Well the Saber set went to work to use Win Expectancy to show that the terrible call only changed the outcome of the game against the Angels a smidgen and led to no direct scoring. In that blindspot of explaining numbers that does not comprehend the emotional reality of what transpired, the numbers-crunching tisk-tisking from computerland only embittered Angels fans.
It is so easy to sit on the sidelines when it is not your team and point out the math (in tonight's case 16-7 = 9 run deficit almost none of which can be hung on Ron Kulpa). Meanwhile Texas fans in general have the feeling that if only umpiring were perfect, their team would have been in a better position to make more of the game for themselves early on.
But there is a disingenuous subset of Texas Rangers fan that clucked all season long about the numbers, about the run differential being so great for the Rangers that there was no reason to panic when the Angels got to within a game and a half. When they were on top, those Antler-Toting Kalculator Kids were too cool to be fans and express emotion. No, they had the numbers with which to justify a passive attitude toward a summer-long pennant race.
And so tonight these same Differential Dweebs ignore a gaping chasm of nine runs and fixate on a bad call. From a commitment to calculus to beating-off to the butterfly effect in one inning. Bad umpiring is the equalizer. It destroys the continuity of their comfortable numbers and, so ensconced in quantifying the real into artificial mathematical representations, the real fan inside them that they have tried to protect with a mountain of spreadsheets is like an infant exposed to the gargoyles and bleacher bums that have heretofore been kept safely stashed under the bed. And now the heresy of feeling over thinking has them grasping at self-pity as a coping mechanism.

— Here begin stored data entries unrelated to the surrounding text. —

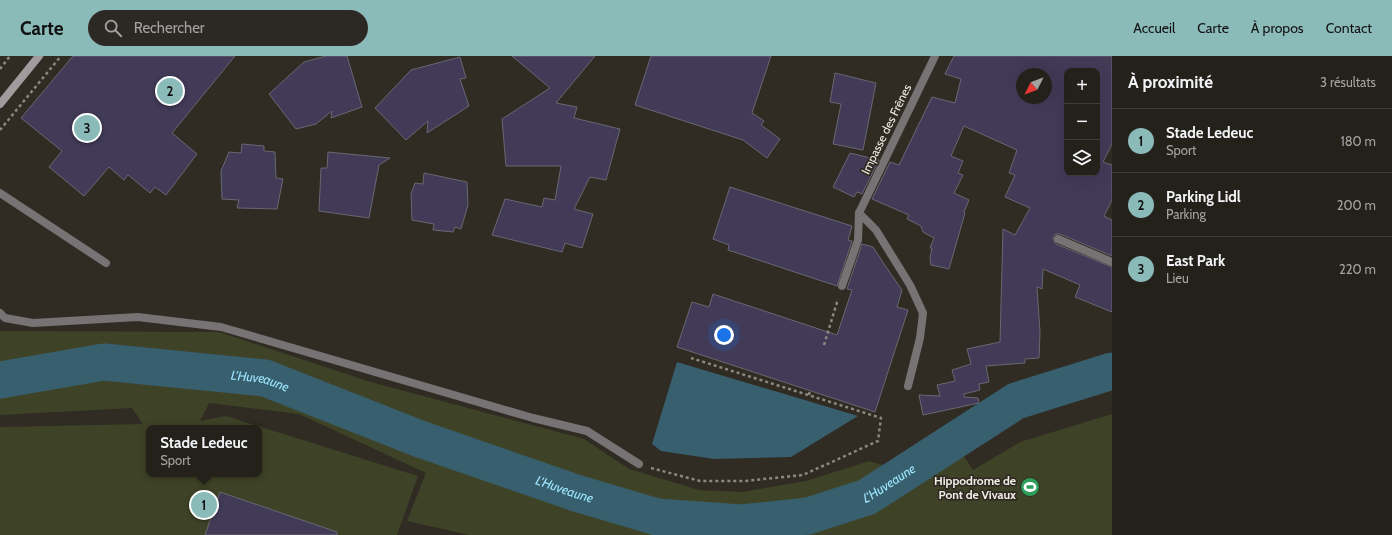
<!DOCTYPE html>
<html lang="fr">
<head>
<meta charset="utf-8">
<style>
  :root { --surface:#24201a; --page:#2c2823; --text:#f1f3f6; --muted:#a3a3a2; --line:#413e39; --accent:#8bbbb9 }
  body { margin:0; font-family:Cabin,sans-serif; background:var(--page); color:var(--text) }
  .controls { position:absolute; right:12px; top:12px; display:grid; overflow:hidden; border-radius:8px; box-shadow:0 4px 16px #0002 }
  .controls button { width:36px; height:36px; display:grid; place-items:center; padding:0; border:0; border-bottom:1px solid var(--line); background:var(--surface); color:var(--text); font:20px sans-serif }
  .compass { position:absolute; left:1016px; top:12px; width:36px; height:36px; border-radius:50%; background:var(--surface); box-shadow:0 4px 16px #0002; rotate:228deg }
  .you { position:absolute; left:724px; top:279px; width:14px; height:14px; margin:-10px; border:3px solid #fff; border-radius:50%; background:#1a73e8; box-shadow:0 0 0 6px #1a73e833 }
  .badge { display:grid; place-items:center; width:26px; height:26px; border-radius:50%; background:var(--accent); color:#111; font-size:13px; font-weight:700 }
  .pin { position:absolute; translate:-50% -50%; border:2px solid #fff; box-shadow:0 1px 4px #0006 }
  .popup { position:absolute; left:146px; top:369px; width:116px; height:52px; box-sizing:border-box; display:grid; place-content:center; border-radius:8px; background:var(--surface); filter:drop-shadow(0 1px 3px #0005); font-size:13px; white-space:nowrap; color:var(--muted) }
  .popup b { font-size:15px; color:var(--text) }
  .popup::after { content:''; position:absolute; left:50%; top:100%; margin-left:-8px; border:8px solid transparent; border-top-color:var(--surface) }
  .list { margin:0; padding:0; list-style:none }
  h2 { display:flex; justify-content:space-between; align-items:center; height:52px; margin:0; padding:0 16px; font-size:17px }
  h2 small { font-size:13px; font-weight:400; color:var(--muted) }
  .list li { display:grid; grid-template-columns:26px 1fr auto; gap:12px; align-items:center; box-sizing:border-box; height:64px; padding:0 16px; border-top:1px solid var(--line) }
  .list b { display:block; font-size:15px; white-space:nowrap }
  .list p { margin:0; font-size:13px; white-space:nowrap; color:var(--muted) }
  .list em { font-size:13px; font-style:normal; color:var(--muted) }
  .icon { flex:none; width:22px; height:22px; fill:none; stroke:currentColor; stroke-width:2; stroke-linecap:round; stroke-linejoin:round }
  .map { position:relative; flex:none; width:1112px; height:479px; overflow:hidden }
  header { display:flex; align-items:center; gap:24px; box-sizing:border-box; height:56px; padding:0 20px; background:var(--accent); color:#111 }
  header strong { font-size:19px }
  nav { display:flex; gap:22px; margin-inline-start:auto; font-size:14px }
  .search { width:280px; height:36px; background:var(--page); display:flex; align-items:center; gap:10px; box-sizing:border-box; padding:0 14px; border-radius:22px; color:var(--muted); font-size:15px }
  main { display:flex }
  aside { flex:1; background:var(--surface) }
  .map>svg:first-child { display:block }
  .green { fill:#3e4327; fill-rule:evenodd }
  .water { fill:#385f6d }
  .lines { fill:none; stroke-linecap:round; stroke-linejoin:round }
  .river { stroke:#385f6d; stroke-width:37 }
  .building { fill:#423b58; stroke:#696771; fill-rule:evenodd }
  .path { stroke:#8c8881; stroke-width:2.5; stroke-dasharray:3 3; stroke-linecap:butt }
  .lane { stroke:#777274; stroke-width:8 }
  .street { stroke:#777274; stroke-width:8 }
  .secondary { stroke:#a39a9d; stroke-width:8 }
  .labels { text-anchor:middle; dominant-baseline:central; stroke-width:3.5; stroke-linejoin:round; paint-order:stroke }
  .street-label { font-size:12px; fill:#f0ede7; stroke:#302b23 }
  .poi-label { font-size:12px; font-weight:bold; fill:#f0ede7; stroke:#302b23; text-anchor:end }
  .water-label { font-size:13px; font-style:italic; fill:#9ce4fe; stroke:#302b23 }
</style>
</head>
<body>
<header>
<strong>Carte</strong>
<div class="search"><svg class="icon" aria-label="search" viewBox="0 0 24 24"><circle cx="10" cy="10" r="6"/><path d="M15 15l6 6"/></svg>Rechercher</div>
<nav><a>Accueil</a><a>Carte</a><a>À propos</a><a>Contact</a></nav>
</header>
<main>
<div class="map">
<svg width="1112" height="479" viewBox="0 0 1112 479">
  <rect width="100%" height="100%" fill="#302b23"/>
  <path class="green" d="M0,275L219,276L371,326L584,383L629,413L699,434L742,436L806,425L869,405L919,420L964,400L973,414L1020,386L1112,358V479H469L407,465L426,417L299,358L209,347L200,365L226,360L418,420L397,479H0V371L143,368L132,352L0,359ZM149,372H259V418H149Z"/>
  <path class="water" d="M677,306L858,360L791,401L714,403L661,395L652,388Z"/>
  <g class="lines">
    <path class="river" id="s1" d="M0,324L104,306L265,322L420,383L576,437L657,461L741,467L808,460L867,441L1016,345L1112,315"/>
  </g>
  <path class="building" d="M73,0H235L172,77L197,98L166,139L155,131L150,137L128,119L124,124L109,111L84,140L49,111L62,95L21,62Z
    M326,0H347L362,51L331,62L332,55L316,68L296,73L269,38L304,6Z
    M512,0H595L556,47L577,51L574,62L620,73L606,124L590,121L574,153L593,158L582,192L565,187L562,196L492,179L505,143L542,151L544,142L555,144L561,110H506L502,63L550,32Z
    M651,0H771L752,57L764,65L761,69L780,83L767,102L743,84L635,49Z
    M954,0H1112V88L1103,106L1112,109V144L1104,160L1112,164V200L1060,178H1055L1053,183L1056,188L1112,211V256L1075,241L1080,229L1043,213L1042,233L1037,231L1040,276L1039,302L1025,303V307L986,310L989,326L979,328L980,334L964,338V341L978,342L979,347L923,359L919,339L940,340L937,329L955,325L952,314L971,308L967,293L1000,286L1003,173L1015,179L1030,152L1005,141L1015,119L1009,117L1017,94L964,70L951,100L963,105L958,117L963,119L954,137L969,144L964,156L965,157L949,213L931,209L930,202L932,192H930L934,182L923,176L921,170L907,163L909,159L872,143L890,106L899,109L932,41L955,47L961,23L945,18ZM1067,15H1097V117H1067ZM1022,18H1046V42H1022Z
    M460,1L466,22L460,23L469,50L427,77L428,65L406,84L375,52L411,14Z
    M835,17L876,27L863,94L833,88L841,48L830,46Z
    M242,88L264,90V95L275,96L276,122L283,123L277,153L237,152L239,144L222,143L221,115L229,96L241,97Z
    M328,96L390,102L379,109L369,162L319,155L321,112H327Z
    M850,97L879,104L862,138L857,136L854,141L833,131Z
    M424,117L467,126L468,149L461,173L455,171L453,176L433,174L434,168L412,164L411,138L415,127L423,128Z
    M730,131L852,170L848,184L852,185L837,230L728,194L729,189L713,183Z
    M862,188L873,191L884,208L902,234L897,251L908,254L875,356L677,291L692,246L709,251L713,238L837,279L852,234L847,233Z
    M220,436L337,476V479H205Z"/>
  <g class="lines">
    <path class="path" d="M0,13L10,0
      M0,74L61,0
      M824,289L838,243
      M809,339L810,334
      M651,412L700,425H745L803,419L878,385L881,362L691,302"/>
    <path class="lane" d="M0,137L106,207
      M859,157L876,174L910,229L923,257L920,282L908,330
      M842,230L858,184L859,157
      M0,257L5,262L33,267L138,261L221,271L533,362L587,375L639,408"/>
    <path class="street" d="M859,157L935,0
      M1058,183L1112,206"/>
    <path class="secondary" d="M0,48L39,0"/>
  </g>
  <defs>
    <g id="stadium-disc" transform="scale(1)"><circle r="9.5" fill="#2e9e5b" stroke="#302b23"/><path d="M0-5a6.5 5 0 1 0 0 10a6.5 5 0 1 0 0-10ZM-3.5-1.8h7v3.6h-7Z" fill="#fff"/></g>
  </defs>
  <g fill-rule="evenodd">
    <use href="#stadium-disc" x="1030" y="431"/>
  </g>
  <g class="labels">
    <g class="street-label">
      <text transform="translate(886 73) rotate(-64)">Impasse des Frênes</text>
    </g>
    <g class="poi-label">
      <text x="1016" y="424">Hippodrome de<tspan x="1016" dy="14">Pont de Vivaux</tspan></text>
    </g>
    <g class="water-label">
      <text stroke="none"><textPath href="#s1" startOffset="263">L'Huveaune</textPath></text>
      <text stroke="none"><textPath href="#s1" startOffset="923">L'Huveaune</textPath></text>
      <text stroke="none"><textPath href="#s1" startOffset="587">L'Huveaune</textPath></text>
    </g>
  </g>
</svg>
<div class="controls">
<button>+</button>
<button>−</button>
<button><svg class="icon" aria-label="layers" viewBox="0 0 24 24"><path d="M12 4l9 5-9 5-9-5zM3 14l9 5 9-5"/></svg></button>
</div>
<svg class="compass" viewBox="-18 -18 36 36"><path d="M0-13l5 13h-10z" fill="#e53935"/><path d="M0 13l5-13h-10z" fill="#a3a3a2"/></svg>
<div class="you"></div>
<div class="pin badge" style="left:204px;top:449px">1</div>
<div class="popup"><b>Stade Ledeuc</b>Sport</div>
<div class="pin badge" style="left:170px;top:35px">2</div>
<div class="pin badge" style="left:87px;top:72px">3</div>
</div>
<aside>
<h2>À proximité<small>3 résultats</small></h2>
<ul class="list">
<li><span class="badge">1</span><div><b>Stade Ledeuc</b><p>Sport</p></div><em>180 m</em></li>
<li><span class="badge">2</span><div><b>Parking Lidl</b><p>Parking</p></div><em>200 m</em></li>
<li><span class="badge">3</span><div><b>East Park</b><p>Lieu</p></div><em>220 m</em></li>
</ul>
</aside>
</main>
</body>
</html>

You will never understand that your grasp of the game was ever limited. You aren't a well-rounded analyst when your team gets laughably mocked in a 16-7 route and you whine about one umpiring call. You aren't an analyst at all. You're a fan. Welcome aboard. I hope you have to sit in your stadium and see your team lose the next two. And if you choose to fixate on the blown call for the rest of your life, you will show your limited capacity at understanding all the numbers that define the game. But that is because you will be so much bigger than any analyst. You will be a fan.